Antimicrobial therapies present the principle of eliminating microorganisms using a sensitizing agent and an appropriate light source, thus promoting the elimination and/or minimization of microorganisms or pathologies present in periodontal tissues. Furthermore, such therapeutic resources provide pain reduction and edema regression, through the release of low energy to a target cell to stimulate its membranes and organelles, leading to active photobiomodulation.6,7

The effects of laser therapy on common types of pathologies have recently been evaluated by some researchers. Its analgesic function is through the minimization of histamine, prostaglandin, increased serotonin, acetylcholine, bringing significant results in the pain threshold of treated patients. All the energy emanated by the laser is absorbed by a subtle layer of the affected tissue, leveraging cellular metabolism. As mitochondrial activity is stimulated, the laser acts to regress the inflammatory and analgesic chain and thus heal the lesions. The particularity of the treatment is photobiomodulation, ensuring that the lesions are treated, preventing tissue integrity during the emission of rays.5

As these are minimally invasive, accessible, and non-traumatic techniques, where the literature does not demonstrate reports of toxicity, the way in which lasers are used is broad and promising in certain procedures aimed at therapeutic use in tissues, without the possibility of risk of harm healthy cells. In the Dentistry field, there are several ways to apply the laser, and this range of alternatives is only viable because the laser can be used at different wavelengths, for different treatments, with different results. In addition to having wide and varied uses, the clinical use of the laser is in line with the conduct of minimally invasive Dentistry, offering faster, more satisfactory results and resulting in reduced pain for patients.

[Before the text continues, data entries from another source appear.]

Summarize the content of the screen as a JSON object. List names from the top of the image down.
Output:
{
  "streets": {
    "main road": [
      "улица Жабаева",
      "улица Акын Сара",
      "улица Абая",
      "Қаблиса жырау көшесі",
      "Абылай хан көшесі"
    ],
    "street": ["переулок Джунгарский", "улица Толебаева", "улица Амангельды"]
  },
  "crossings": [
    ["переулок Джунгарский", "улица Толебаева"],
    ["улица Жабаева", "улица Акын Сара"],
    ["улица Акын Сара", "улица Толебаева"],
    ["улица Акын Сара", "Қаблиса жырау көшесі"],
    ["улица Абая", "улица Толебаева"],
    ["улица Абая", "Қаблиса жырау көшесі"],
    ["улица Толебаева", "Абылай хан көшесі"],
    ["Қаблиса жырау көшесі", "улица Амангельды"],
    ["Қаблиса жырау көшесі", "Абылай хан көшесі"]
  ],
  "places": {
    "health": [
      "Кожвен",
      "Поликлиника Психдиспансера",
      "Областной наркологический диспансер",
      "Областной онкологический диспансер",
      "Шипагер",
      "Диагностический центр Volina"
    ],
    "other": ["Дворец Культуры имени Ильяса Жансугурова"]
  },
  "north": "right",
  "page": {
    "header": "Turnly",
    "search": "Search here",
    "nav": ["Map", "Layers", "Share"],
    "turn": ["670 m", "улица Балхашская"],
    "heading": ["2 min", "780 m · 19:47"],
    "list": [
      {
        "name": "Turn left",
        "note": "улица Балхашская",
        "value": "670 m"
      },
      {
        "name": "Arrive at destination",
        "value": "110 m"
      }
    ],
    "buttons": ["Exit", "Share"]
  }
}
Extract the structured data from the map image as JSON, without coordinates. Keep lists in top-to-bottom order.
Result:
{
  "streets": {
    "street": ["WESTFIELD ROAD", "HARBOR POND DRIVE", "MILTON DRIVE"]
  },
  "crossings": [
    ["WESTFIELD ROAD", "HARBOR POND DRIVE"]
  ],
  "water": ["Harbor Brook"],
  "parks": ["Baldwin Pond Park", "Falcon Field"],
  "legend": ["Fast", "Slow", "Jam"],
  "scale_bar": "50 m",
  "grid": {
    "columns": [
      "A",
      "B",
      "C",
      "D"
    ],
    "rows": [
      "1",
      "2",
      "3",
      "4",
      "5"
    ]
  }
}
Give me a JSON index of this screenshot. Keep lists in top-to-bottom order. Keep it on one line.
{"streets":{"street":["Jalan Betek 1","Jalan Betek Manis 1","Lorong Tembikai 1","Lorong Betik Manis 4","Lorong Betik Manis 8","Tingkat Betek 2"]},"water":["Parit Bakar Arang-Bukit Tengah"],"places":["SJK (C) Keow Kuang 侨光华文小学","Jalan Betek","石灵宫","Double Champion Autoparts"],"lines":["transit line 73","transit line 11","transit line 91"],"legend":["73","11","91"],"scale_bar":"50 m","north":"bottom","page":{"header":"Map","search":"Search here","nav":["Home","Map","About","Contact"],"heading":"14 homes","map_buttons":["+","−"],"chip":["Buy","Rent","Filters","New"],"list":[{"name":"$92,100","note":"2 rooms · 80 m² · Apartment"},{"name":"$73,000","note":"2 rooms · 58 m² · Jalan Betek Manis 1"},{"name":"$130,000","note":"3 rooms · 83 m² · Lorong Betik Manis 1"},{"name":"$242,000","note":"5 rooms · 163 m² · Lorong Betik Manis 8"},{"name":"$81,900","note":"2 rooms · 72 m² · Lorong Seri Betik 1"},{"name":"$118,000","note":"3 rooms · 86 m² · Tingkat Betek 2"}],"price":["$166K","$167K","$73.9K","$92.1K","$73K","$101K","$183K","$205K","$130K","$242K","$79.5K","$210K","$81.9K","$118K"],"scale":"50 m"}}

Currently, the use of LASERS in Dentistry field is incredibly popular, and can now be considered a reality in Brazil, and equipment that should be part of daily clinical practice in the dental office and in educational institutions. Low-power lasers have been implemented in several current clinical applications, to obtain eradication of bacteria, aesthetic and functional treatments, as they change the minimum possible temperature of the tissue, without causing injuries or morphological changes in the structure of adjacent normal tissues. Adapting the practice of using lasers in everyday dental treatments aims to reduce treatment costs, enable and optimize the time of surgical, aesthetic and rehabilitation processes, characterizing it as a therapeutic resource that facilitates procedures during procedures, which makes it the first-choice resource in several specializations.



Conflicts of interest

The author declares that there are no conflicts of interest.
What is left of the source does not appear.